Author: Hiroyuki Ito, Visiting Fellow, RIETI
Dollar-centric International Monetary System
Unquestionably, the US dollar is the most dominant international currency and the current international monetary system is based on it. While the US’s share of global trade and global GDP have been declining over the last few decades, the US dollar share of foreign exchange reserves has been stable, and has even been on the increase for the last decade. Many countries try to stabilise their currencies’ exchange rates against the US dollar, meaning many belong to the US dollar-zone in the world economy.
When the new coronavirus (COVID-19) pandemic triggered global economic crisis in March 2020, while prices of many financial assets plunged, the US dollar appreciated. When the Global Financial Crisis (GFC) broke out in September 2008, the US dollar appreciated in the immediate aftermath of the crisis. These two episodes demonstrate both the important role the US dollar plays as an international currency by providing a safe haven, and how the current international monetary system is built upon the dollar. The wide use of the US dollar also means a lack of local currency use for international transactions.
This characteristic is particularly evident among economies in the Asia region. Ito and Kawai (2021) examine the degree to which the US dollar is dominant and how limited the use of local currencies is.
International Finance in East Asia
We started our comparison of the ASEAN+3 economies with others using the famous ‘monetary trilemma’ hypothesis – policymakers face a trade-off between choosing two out of three policy goals: exchange rate stability, monetary independence, and financial openness. This hypothesis was popularised by Fleming (1962) and Mundell (1963) and has been one of the most important theoretical foundations in the field of international finance.
Using the updates of the “trilemma index” from Ito and Kawai (2014, 2021), the development of the combinations of the three policies can be observed. From that, we found that the ASEAN countries have gradually increased the level of financial openness over the last five decades. Along with that, some economies have chosen the path of retaining monetary independence but giving up a certain level of exchange rate stability, while other economies have decided to retain exchange rate stability but give up some degree of monetary independence.
We also estimated to what extent countries stabilise the exchange rate movements of their currencies against the dollar.
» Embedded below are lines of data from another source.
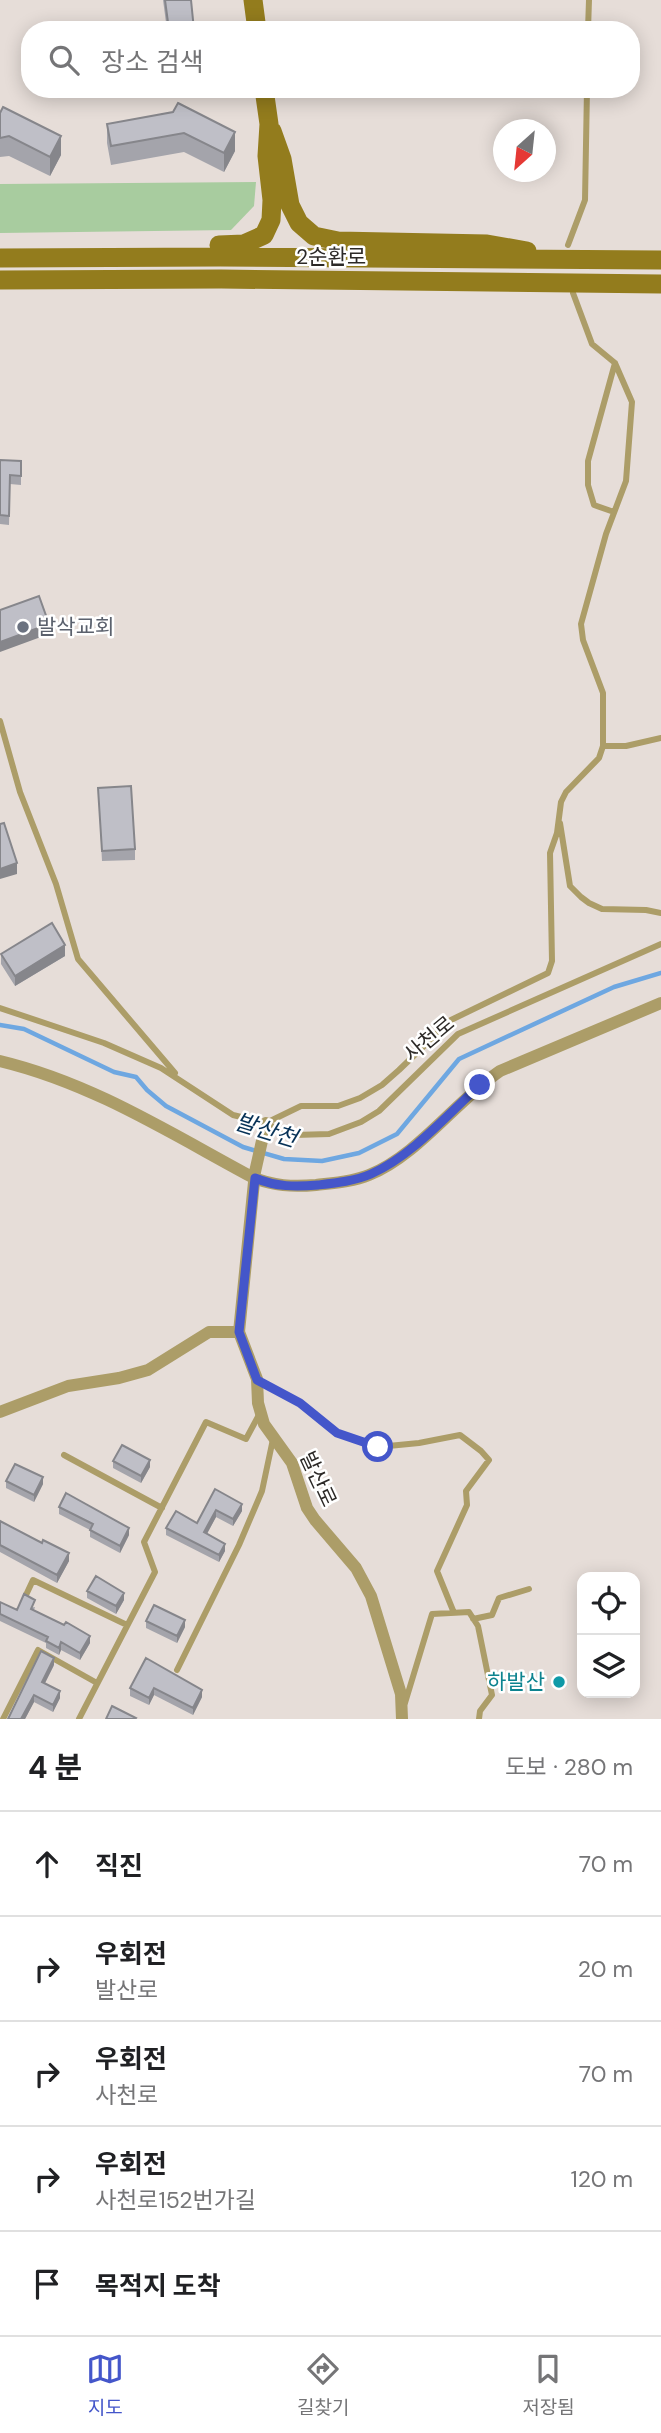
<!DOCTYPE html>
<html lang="ko">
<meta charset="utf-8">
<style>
body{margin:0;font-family:"DM Sans","Noto Sans KR",sans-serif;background:#f2f2f2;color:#202124}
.controls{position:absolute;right:21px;bottom:21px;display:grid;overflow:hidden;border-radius:14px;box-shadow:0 4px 18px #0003}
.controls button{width:63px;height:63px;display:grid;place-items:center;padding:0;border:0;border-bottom:2px solid #e0e0e0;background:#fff;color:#202124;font:35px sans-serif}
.compass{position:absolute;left:493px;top:119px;width:63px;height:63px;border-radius:50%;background:#fff;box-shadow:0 4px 18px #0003;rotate:207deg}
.stop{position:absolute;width:21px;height:21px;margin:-16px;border:5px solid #4456ca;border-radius:50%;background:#fff}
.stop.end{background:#4456ca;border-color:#fff;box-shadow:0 2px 7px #0008}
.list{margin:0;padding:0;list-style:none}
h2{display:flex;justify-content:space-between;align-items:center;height:91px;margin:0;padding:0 28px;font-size:30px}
h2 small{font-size:23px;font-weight:400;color:#757577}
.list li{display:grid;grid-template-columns:46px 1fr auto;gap:21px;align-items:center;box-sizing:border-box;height:105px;padding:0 28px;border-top:2px solid #e0e0e0}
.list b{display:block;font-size:26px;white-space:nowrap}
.list p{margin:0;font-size:23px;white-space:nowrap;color:#757577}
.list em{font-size:23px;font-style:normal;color:#757577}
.icon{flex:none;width:38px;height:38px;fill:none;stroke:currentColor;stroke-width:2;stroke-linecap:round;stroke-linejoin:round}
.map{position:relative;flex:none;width:661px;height:1719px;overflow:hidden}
.search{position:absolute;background:#fff;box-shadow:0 4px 18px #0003;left:21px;right:21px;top:21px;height:77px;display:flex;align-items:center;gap:18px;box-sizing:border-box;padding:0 24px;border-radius:28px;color:#757577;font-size:26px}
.sheet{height:616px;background:#fff}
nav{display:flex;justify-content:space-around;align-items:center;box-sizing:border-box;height:98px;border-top:2px solid #e0e0e0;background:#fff;font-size:19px;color:#757577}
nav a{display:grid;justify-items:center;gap:4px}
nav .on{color:#4456ca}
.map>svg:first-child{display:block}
.green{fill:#a8cc9f}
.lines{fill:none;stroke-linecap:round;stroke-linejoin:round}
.stream{stroke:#6ea7e1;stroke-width:4.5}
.lane{stroke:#ac9d68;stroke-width:6}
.street{stroke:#ac9d68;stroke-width:12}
.secondary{stroke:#937c1d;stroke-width:19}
.wall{fill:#a4a4ab}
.shaded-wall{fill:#86868b}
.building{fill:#bfbfc7;stroke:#86868b;stroke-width:2}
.route{stroke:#4456ca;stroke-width:9}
.worship-dot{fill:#6b7280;stroke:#fff;stroke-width:2.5}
.culture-dot{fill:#0f9aa8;stroke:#fff;stroke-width:2.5}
.labels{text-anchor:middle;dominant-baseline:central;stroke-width:5;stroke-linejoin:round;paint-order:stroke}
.street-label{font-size:21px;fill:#2c2927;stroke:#fff}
.worship-label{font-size:21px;fill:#5b616d;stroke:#fff;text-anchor:start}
.culture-label{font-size:21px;fill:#0d838f;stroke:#fff;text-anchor:end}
.water-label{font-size:23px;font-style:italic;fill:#063156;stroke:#fff}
</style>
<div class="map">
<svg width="661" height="1719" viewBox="0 0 661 1719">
<rect width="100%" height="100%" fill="#e6ddd8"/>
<path class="green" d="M256 182 254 206 231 230 0 233V184Z"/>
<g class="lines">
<path class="stream" d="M0 1025 24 1029 114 1072 136 1077 147 1090 166 1106 243 1147 284 1159 322 1161 359 1153 397 1134 459 1059 614 987 661 973"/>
<path class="lane" d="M588 30 589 0
M568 245 585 200 587 89
M614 512 594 505 588 485V461L615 363
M0 721 20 792 56 884 78 959 175 1073
M603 746H626L661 738
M560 823 570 886 581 897 589 903 602 909 646 910 661 913
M0 1008 104 1043 161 1068 233 1115 266 1123 283 1132 295 1135 329 1134 361 1122 379 1111 458 1034 661 944
M266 1123 301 1106H338L360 1098 382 1085 399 1070 451 1020 548 973 552 961 550 853 557 833 561 802 566 792 599 758 603 746V693L583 640 581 624 606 534 626 481 632 402 615 363 592 344 573 293
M257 1379 300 1403 337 1433 378 1447 419 1443 460 1435 481 1451 489 1460 466 1491 467 1505 437 1571 454 1613
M64 1455 162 1508
M26 1595 33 1580 127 1625
M473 1619 492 1615 499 1598 529 1589
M177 1670 239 1545 262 1491 273 1439
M405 1703 432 1614 469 1612 478 1626 492 1695 480 1711 479 1719
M3 1719 38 1650 97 1683
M79 1719 155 1572 144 1542 206 1422 246 1439 260 1413"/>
<path class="street" d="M0 1061C92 1083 170 1133 252 1177 273 1186 293 1187 316 1185 333 1183 352 1182 369 1175 417 1156 456 1101 500 1071L661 1003
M266 1123 255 1172 239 1332 257 1379 258 1403 264 1424 292 1463 307 1508 315 1520 356 1568 371 1596 401 1694 402 1719
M0 1412 68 1386 119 1378 148 1370 209 1332H239"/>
<path class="secondary" d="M253 0 257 30
M272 131 282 159 290 205 299 223 314 236 338 241 487 244 527 251
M219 245 244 244 264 235 271 220 272 200 267 156 269 124 264 89
M0 258 220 257 661 260
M0 280 221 279 661 284"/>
</g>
<path class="wall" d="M163 0H191L194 30H167Z
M174 89H199V90L175 93Z
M173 112 235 151 224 172 184 152 111 165 107 143V124Z
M0 113 61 155 50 176 9 156 0 157Z
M0 460 21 461V485L10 484 9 525 0 524Z
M98 788 135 849V860L102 861Z
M1 954 65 956 15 986 1 964Z
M113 1461 150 1467 141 1483 113 1468Z
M6 1481 43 1484 34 1502 6 1488Z
M215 1489 242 1511 233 1526 216 1517 207 1534 225 1551 219 1562 166 1535V1528L197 1523Z
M59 1507 129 1535 120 1553 90 1537V1530L59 1514Z
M0 1521 69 1561 57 1583 0 1552Z
M87 1591 124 1600 116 1614 87 1598Z
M0 1602 17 1610 35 1607 34 1610 90 1643 80 1660 61 1650 59 1655 46 1648V1643L0 1621Z
M146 1621 185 1627 177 1643 146 1628Z
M146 1658 202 1697 193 1715 154 1695 149 1705 130 1696V1688Z
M54 1665 45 1683 60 1698 53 1712 34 1702 25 1719H8Z"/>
<path class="shaded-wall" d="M235 132V151L224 172V153Z
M61 136V155L50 176V157Z
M49 624V634L0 652V642Z
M17 863V874L0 879V869Z
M65 945V956L15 986V976Z
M150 1460V1467L141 1483V1476Z
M43 1477V1484L34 1502V1495Z
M242 1504V1511L233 1526V1519Z
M216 1510V1517L204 1539V1532Z
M129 1528V1535L120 1553V1546Z
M225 1544V1551L219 1562V1555Z
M69 1553V1561L57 1583V1575Z
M124 1593V1600L116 1614V1606Z
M185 1620V1627L177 1643V1636Z
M90 1636V1643L80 1660V1653Z
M61 1642V1650L59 1655V1648Z
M54 1658V1665L42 1689V1682Z
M154 1688V1695L149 1705V1698Z
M202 1690V1697L193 1715V1708Z
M60 1691V1698L53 1712V1705Z
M34 1695V1702L25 1719H21Z"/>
<path class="building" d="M165 0H191L194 30H169Z
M178 103 235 132 224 153 184 133 111 146 107 124 173 112Z
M3 107 61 136 50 157 9 136 0 138V113Z
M0 460 21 461V476L10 475 9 516 0 515Z
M39 596 49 624 0 642V610Z
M131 786 135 849 102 851 98 788Z
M4 823 17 863 0 869V824Z
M52 923 65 945 15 976 1 954Z
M122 1445 150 1460 141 1476 113 1461Z
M15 1464 43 1477 34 1495 6 1481Z
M215 1489 242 1504 233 1519 216 1510 204 1532 225 1544 219 1555 166 1528 176 1511 197 1523Z
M66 1493 129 1528 120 1546 90 1530 93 1524 59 1507Z
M0 1521 42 1543 43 1540 69 1553 57 1575 0 1545Z
M96 1576 124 1593 116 1606 87 1591Z
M24 1594 35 1600 31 1609 64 1625 66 1622 90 1636 80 1653 61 1642 59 1648 46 1641 48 1637 0 1614V1602L17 1610Z
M154 1605 185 1620 177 1636 146 1621Z
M41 1651 54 1658 42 1682 60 1691 53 1705 34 1695 21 1719H8Z
M146 1658 202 1690 193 1708 154 1688 149 1698 130 1688Z
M112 1706 136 1718 135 1719H106Z"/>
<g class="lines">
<path class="route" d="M378 1447 337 1433 300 1403 257 1380 239 1332 255 1178C276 1187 296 1187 318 1185 336 1183 355 1181 371 1174 413 1155 446 1116 480 1085"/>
</g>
<circle class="worship-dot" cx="23" cy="627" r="7"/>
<circle class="culture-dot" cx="559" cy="1682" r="7"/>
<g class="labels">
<g class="street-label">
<text x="331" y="257">2순환로</text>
<text transform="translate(429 1039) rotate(-40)">사천로</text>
<text transform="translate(318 1479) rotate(65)">발산로</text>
</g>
<g class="worship-label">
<text x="37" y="627">발삭교회</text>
</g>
<g class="culture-label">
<text x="545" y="1682">하발산</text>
</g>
<g class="water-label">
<text transform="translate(266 1130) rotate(17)">발산천</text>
</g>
</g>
</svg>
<div class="controls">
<button><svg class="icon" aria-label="locate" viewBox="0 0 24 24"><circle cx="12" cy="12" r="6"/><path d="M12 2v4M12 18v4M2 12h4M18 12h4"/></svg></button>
<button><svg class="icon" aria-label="layers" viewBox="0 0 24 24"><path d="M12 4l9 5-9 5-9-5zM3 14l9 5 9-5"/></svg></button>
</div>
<svg class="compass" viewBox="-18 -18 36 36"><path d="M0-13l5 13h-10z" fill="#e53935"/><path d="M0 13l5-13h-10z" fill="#757577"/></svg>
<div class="stop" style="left:378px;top:1447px"></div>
<div class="stop end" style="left:480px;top:1085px"></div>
<div class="search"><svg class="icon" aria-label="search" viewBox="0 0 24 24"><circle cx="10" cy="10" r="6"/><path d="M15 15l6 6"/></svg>장소 검색</div>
</div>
<section class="sheet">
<h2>4 분<small>도보 · 280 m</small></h2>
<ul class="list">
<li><svg class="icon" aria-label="ahead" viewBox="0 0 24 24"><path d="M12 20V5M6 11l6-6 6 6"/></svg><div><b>직진</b></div><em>70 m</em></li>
<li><svg class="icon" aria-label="right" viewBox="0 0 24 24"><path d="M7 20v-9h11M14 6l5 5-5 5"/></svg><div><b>우회전</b><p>발산로</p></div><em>20 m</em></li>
<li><svg class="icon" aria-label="right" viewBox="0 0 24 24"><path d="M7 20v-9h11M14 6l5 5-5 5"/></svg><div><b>우회전</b><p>사천로</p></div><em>70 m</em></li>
<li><svg class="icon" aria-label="right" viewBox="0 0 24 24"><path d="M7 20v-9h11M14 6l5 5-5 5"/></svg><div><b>우회전</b><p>사천로152번가길</p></div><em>120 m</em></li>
<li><svg class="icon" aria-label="arrive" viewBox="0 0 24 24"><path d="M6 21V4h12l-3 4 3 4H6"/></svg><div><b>목적지 도착</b></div></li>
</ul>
</section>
<nav>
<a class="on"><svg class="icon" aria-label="map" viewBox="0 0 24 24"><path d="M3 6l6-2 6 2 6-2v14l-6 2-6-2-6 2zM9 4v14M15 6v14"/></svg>지도</a>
<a><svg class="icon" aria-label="directions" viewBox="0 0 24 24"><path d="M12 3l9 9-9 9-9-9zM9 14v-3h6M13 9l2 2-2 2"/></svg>길찾기</a>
<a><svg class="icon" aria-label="saved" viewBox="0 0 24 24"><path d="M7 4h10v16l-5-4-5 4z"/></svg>저장됨</a>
</nav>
In other words, we observed to what extent sample countries belong to the so-called dollar zone. According to the estimates, ASEAN countries have persistently belonged to the dollar zone through the sample period of 1970 through 2018.
Consistent with that, East Asian economies have relied heavily on the dollar as an invoicing currency in international trade, which also applies to large economies such as China, Japan, and Korea. Interestingly, among Asian economies, trade bound for other Asian regions or the EU has been invoiced mainly in US dollars, showing the important role the dollar plays as a vehicle currency in international trade.
In other international transactions involving international debt securities and bank loans, the US dollar share has been persistently high for the ASEAN+3 economies while the role of the Japanese yen has been declining.
All these findings suggest that the US dollar is the predominant currency in the Asia region, and also that local currencies are not widely used for international transactions. High reliance on the dollar for international transactions and the inability to get financed in their own currencies are a characteristic of developing countries: that applies to not only the ASEAN economies but also China and Korea, and even Japan to some extent. Dollar-centric international finance keeps the economies vulnerable to spillover effects emanating from the United States. As long as developing and emerging market economies are exposed to the global financial cycle (Rey, 2013), a change in the economic conditions or economic policy of the United States could easily sway the economic conditions of the peripheral economies.
In order to shield themselves from US shocks, economies in the Asia region should consider adopting a regional currency or a basket of currencies (such as the European Currency Unit before the introduction of the euro) specialised for international settlements. That could also allow the economies in the region to have access to liquidity when they face financial instability. However, given the political and geopolitical situations in the Asian region, realistically, it is not feasible to introduce a regional currency or basket any time soon.
The ASEAN+3 can and should promote regional currency cooperation in a way that would encourage the use of local currencies or some key regional currencies (like the yen, yuan, and won) in the region. For example, economies in Asia can encourage each other to settle bilateral trade in yen, yuan, or won. They can also encourage mutual holdings of sovereign bonds denominated in the currencies of the parties or the key Asian currencies.
Government authorities in the region should also support the further development of foreign exchange markets for the three key Asian currencies, the Indian rupee and the development of local currency denominated international bonds. These policy interventions could contribute to deepening financial markets for major Asian currencies, which would then be able to provide liquidity (not necessarily in US dollars) during a time of a financial instability. Lastly, government authorities should maintain consistent communication and exchange of information to establish a regional current unit (i.e., ACU) or a regional currency basket.